Les rencontres ne sont jamais le fruit du hasard. C’est du moins ce que l’on pourrait croire en regardant le film Skate Kitchen, inspiré d’un groupe de skateuses éponyme de New York dont les prouesses font vibrer des milliers d’admirateur­s sur les réseaux sociaux.

C’est à bord d’un train que la réalisatri­ce Crystal Moselle (The Wolfpack) a fait connaissan­ce avec les membres de la bande, attirée par les planches qu’elles tenaient en main. Après le tournage d’un court métrage documentai­re pour la marque Miu Miu, la réalisatri­ce a eu envie de poursuivre la collaborat­ion. Elle a donc créé pour chacune d’entre elles un personnage et une histoire, et s’est appuyée sur leur complicité et leur univers pour offrir un récit initiatiqu­e d’une simplicité et d’une authentici­té saisissant­e.

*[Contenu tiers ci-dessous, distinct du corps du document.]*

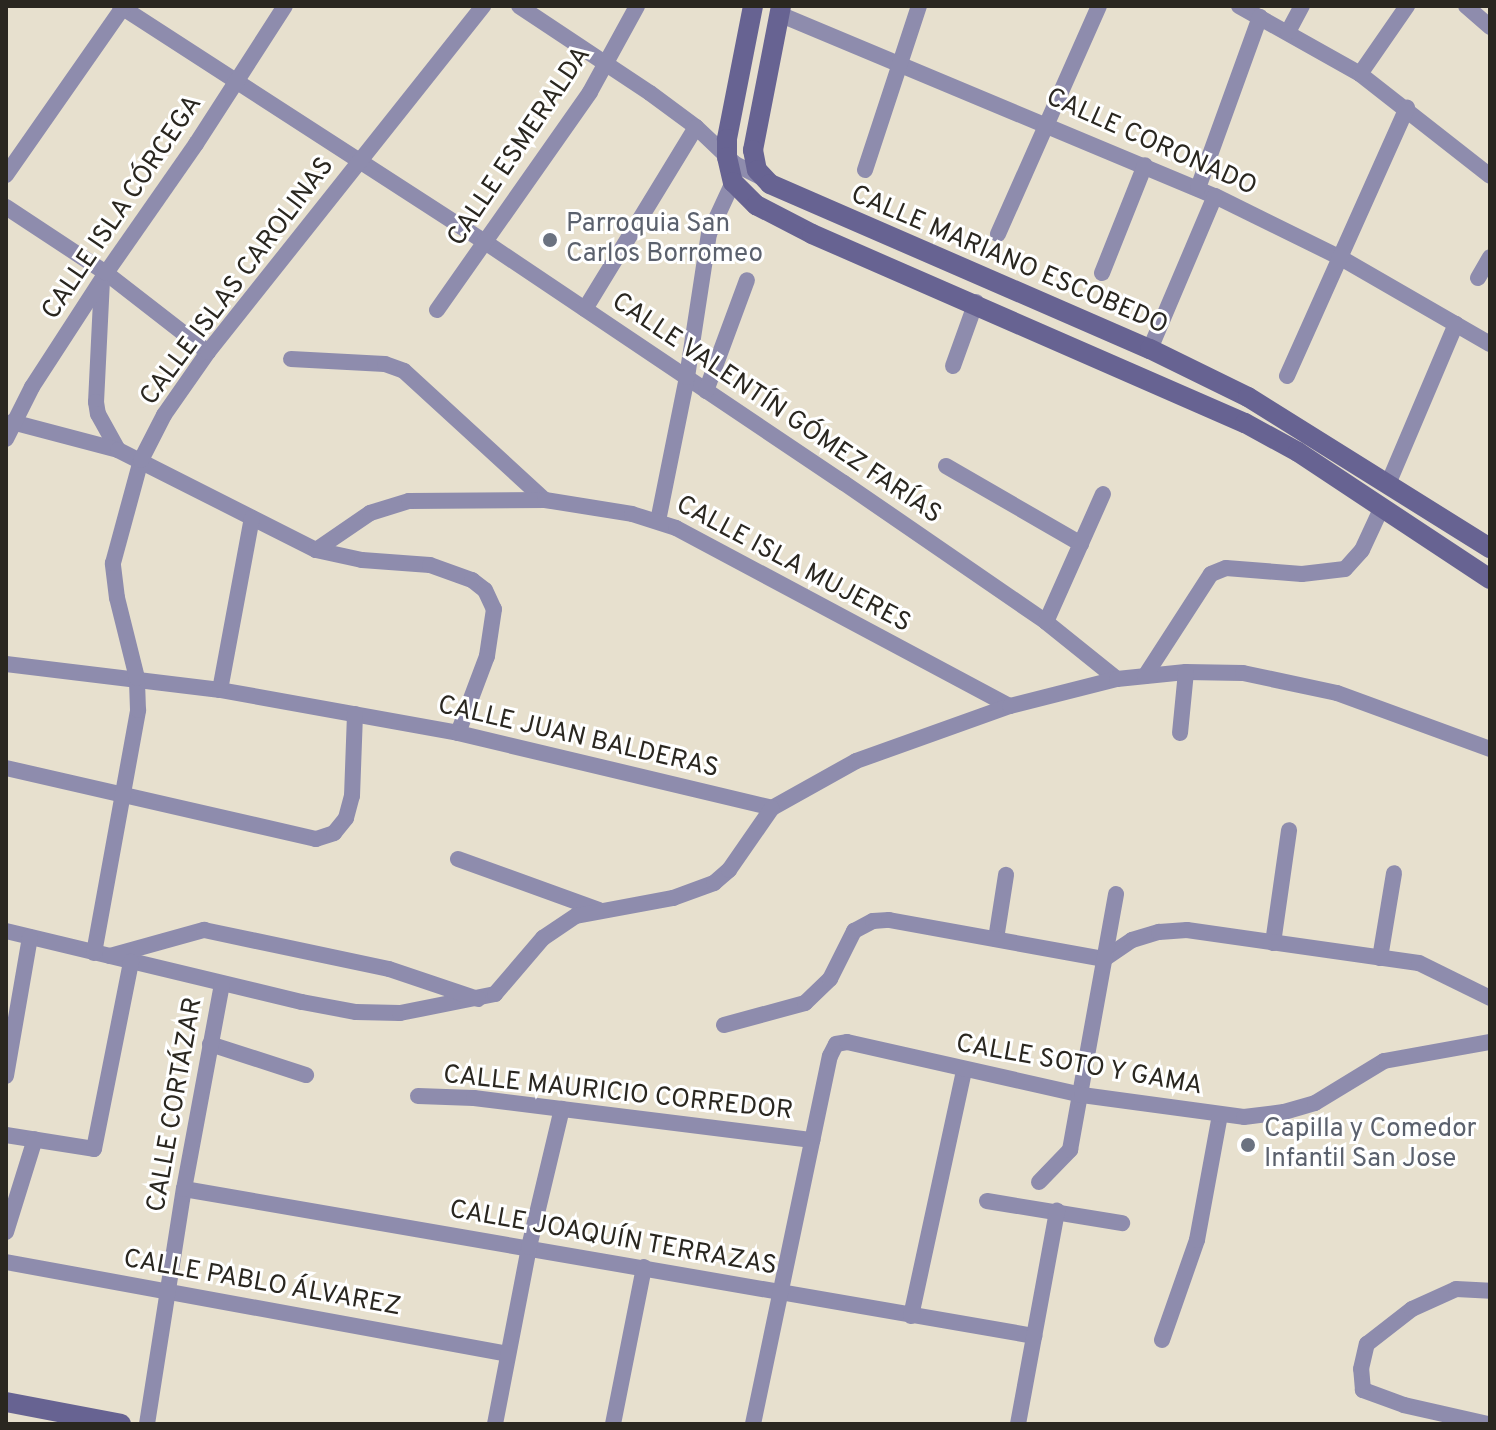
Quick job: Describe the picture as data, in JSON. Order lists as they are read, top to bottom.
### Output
{
  "streets": {
    "main road": ["CALLE MARIANO ESCOBEDO"],
    "street": [
      "CALLE CORONADO",
      "CALLE ESMERALDA",
      "CALLE ISLA CÓRCEGA",
      "CALLE ISLAS CAROLINAS",
      "CALLE VALENTÍN GÓMEZ FARÍAS",
      "CALLE ISLA MUJERES",
      "CALLE JUAN BALDERAS",
      "CALLE SOTO Y GAMA",
      "CALLE MAURICIO CORREDOR",
      "CALLE CORTÁZAR",
      "CALLE JOAQUÍN TERRAZAS",
      "CALLE PABLO ÁLVAREZ"
    ]
  },
  "crossings": [
    ["CALLE ESMERALDA", "CALLE MARIANO ESCOBEDO"],
    ["CALLE ESMERALDA", "CALLE VALENTÍN GÓMEZ FARÍAS"],
    ["CALLE ISLA CÓRCEGA", "CALLE VALENTÍN GÓMEZ FARÍAS"],
    ["CALLE ISLAS CAROLINAS", "CALLE VALENTÍN GÓMEZ FARÍAS"],
    ["CALLE ISLAS CAROLINAS", "CALLE JUAN BALDERAS"],
    ["CALLE SOTO Y GAMA", "CALLE MAURICIO CORREDOR"],
    ["CALLE CORTÁZAR", "CALLE JOAQUÍN TERRAZAS"],
    ["CALLE CORTÁZAR", "CALLE PABLO ÁLVAREZ"]
  ],
  "places": ["Parroquia San Carlos Borromeo", "Capilla y Comedor Infantil San Jose"]
}
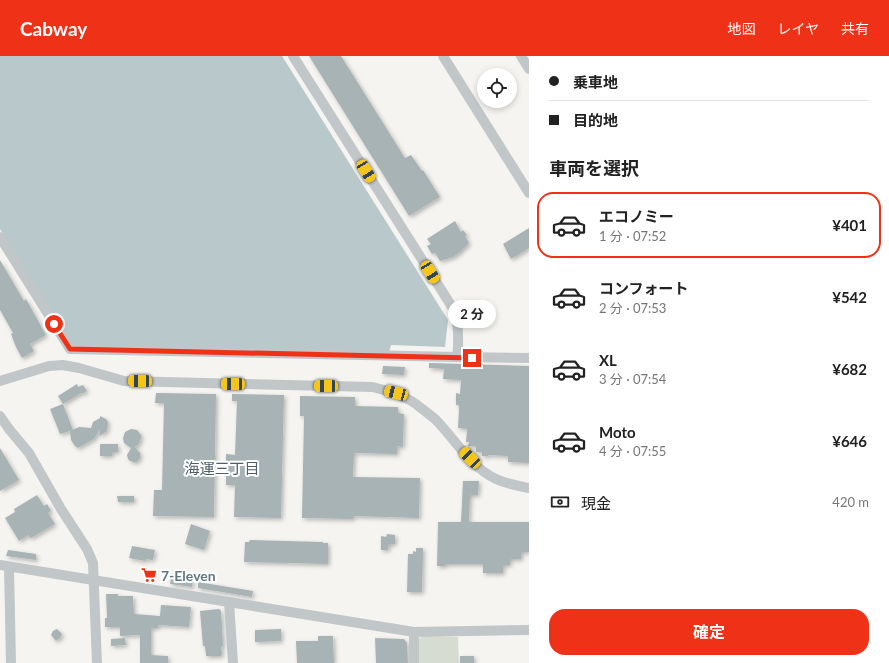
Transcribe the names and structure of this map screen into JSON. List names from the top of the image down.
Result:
{
  "districts": ["海運三丁目"],
  "places": {
    "supermarket": ["7-Eleven"]
  },
  "page": {
    "header": "Cabway",
    "nav": ["地図", "レイヤ", "共有"],
    "banner": ["乗車地", "目的地"],
    "heading": "車両を選択",
    "list": [
      {
        "name": "エコノミー",
        "note": "1 分 · 07:52",
        "value": "¥401"
      },
      {
        "name": "コンフォート",
        "note": "2 分 · 07:53",
        "value": "¥542"
      },
      {
        "name": "XL",
        "note": "3 分 · 07:54",
        "value": "¥682"
      },
      {
        "name": "Moto",
        "note": "4 分 · 07:55",
        "value": "¥646"
      }
    ],
    "bubble": "2 分",
    "pay": ["現金", "420 m"],
    "buttons": "確定"
  }
}
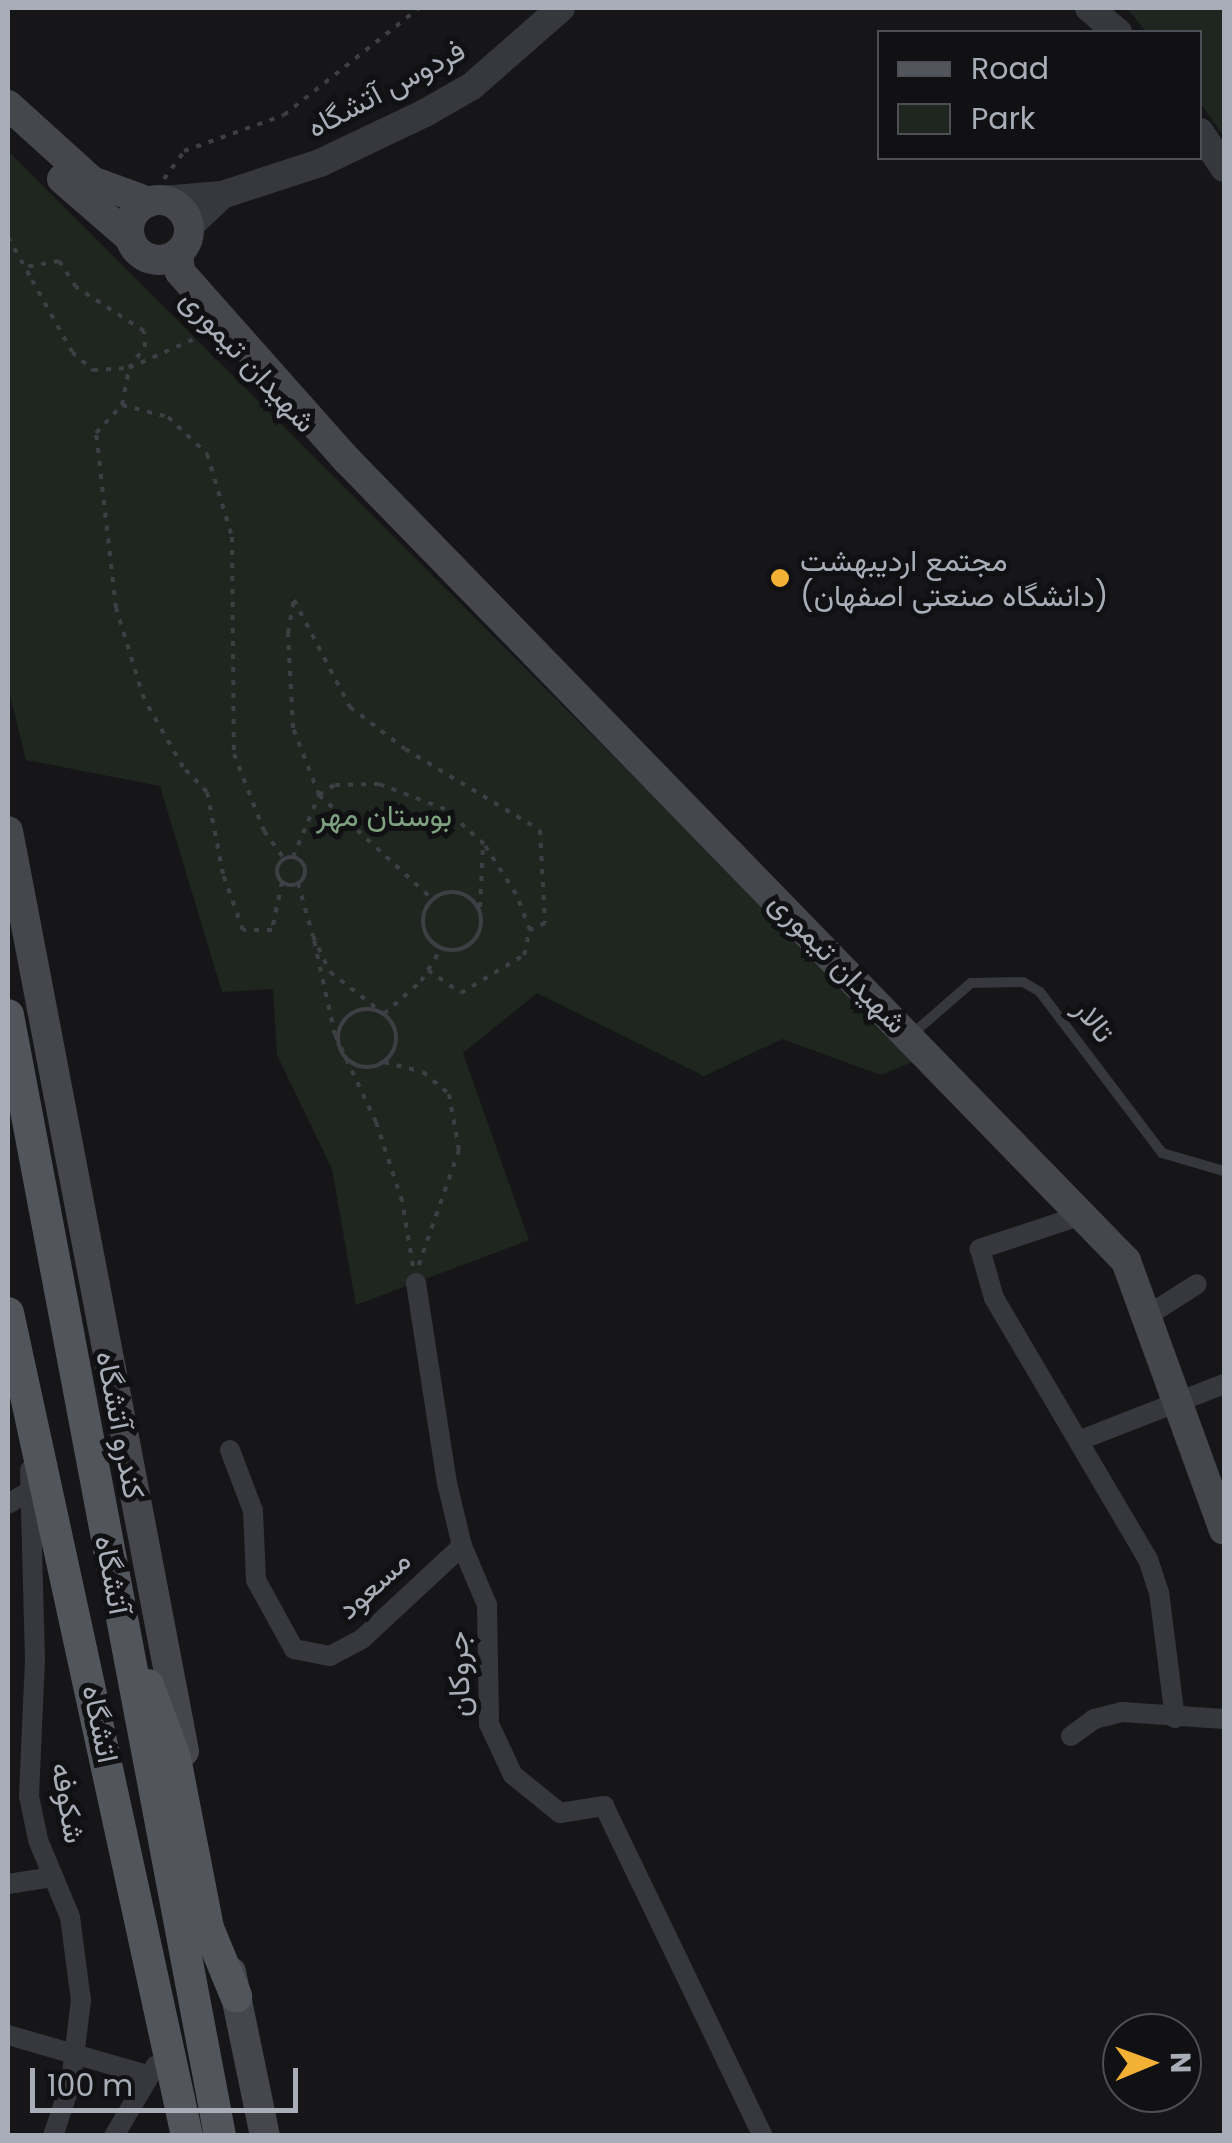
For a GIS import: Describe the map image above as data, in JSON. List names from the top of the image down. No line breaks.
{"streets":{"main road":["شهیدان تیموری","کندرو آتشگاه","آتشگاه","اتشگاه"],"street":["فردوس آتشگاه","مسعود","جروکان","شکوفه"],"lane":["تالار"]},"crossings":[["شهیدان تیموری","تالار"],["مسعود","جروکان"],["اتشگاه","شکوفه"]],"parks":["بوستان مهر"],"places":["مجتمع اردیبهشت (دانشگاه صنعتی اصفهان)"],"legend":["Road","Park"],"scale_bar":"100 m","north":"right"}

Interdite de planche par sa mère, Camille (Rachelle Vinberg), une jeune fille introverti­e et isolée, fait défiler son fil d’actualités, enfermée dans sa chambre d’une résidence de Long Island, lorsqu’elle apprend que le groupe Skate Kitchen recrute de nouvelles membres. Prétextant des travaux à la bibliothèq­ue, elle fuit à New York pour tenter sa chance.

Immédiatem­ent adoptée par la bande, Camille laisse tranquille­ment éclore sa personnali­té. Sa solitude et sa méfiance se dissipent au rythme où se consoliden­t son amitié et son assurance sur la planche.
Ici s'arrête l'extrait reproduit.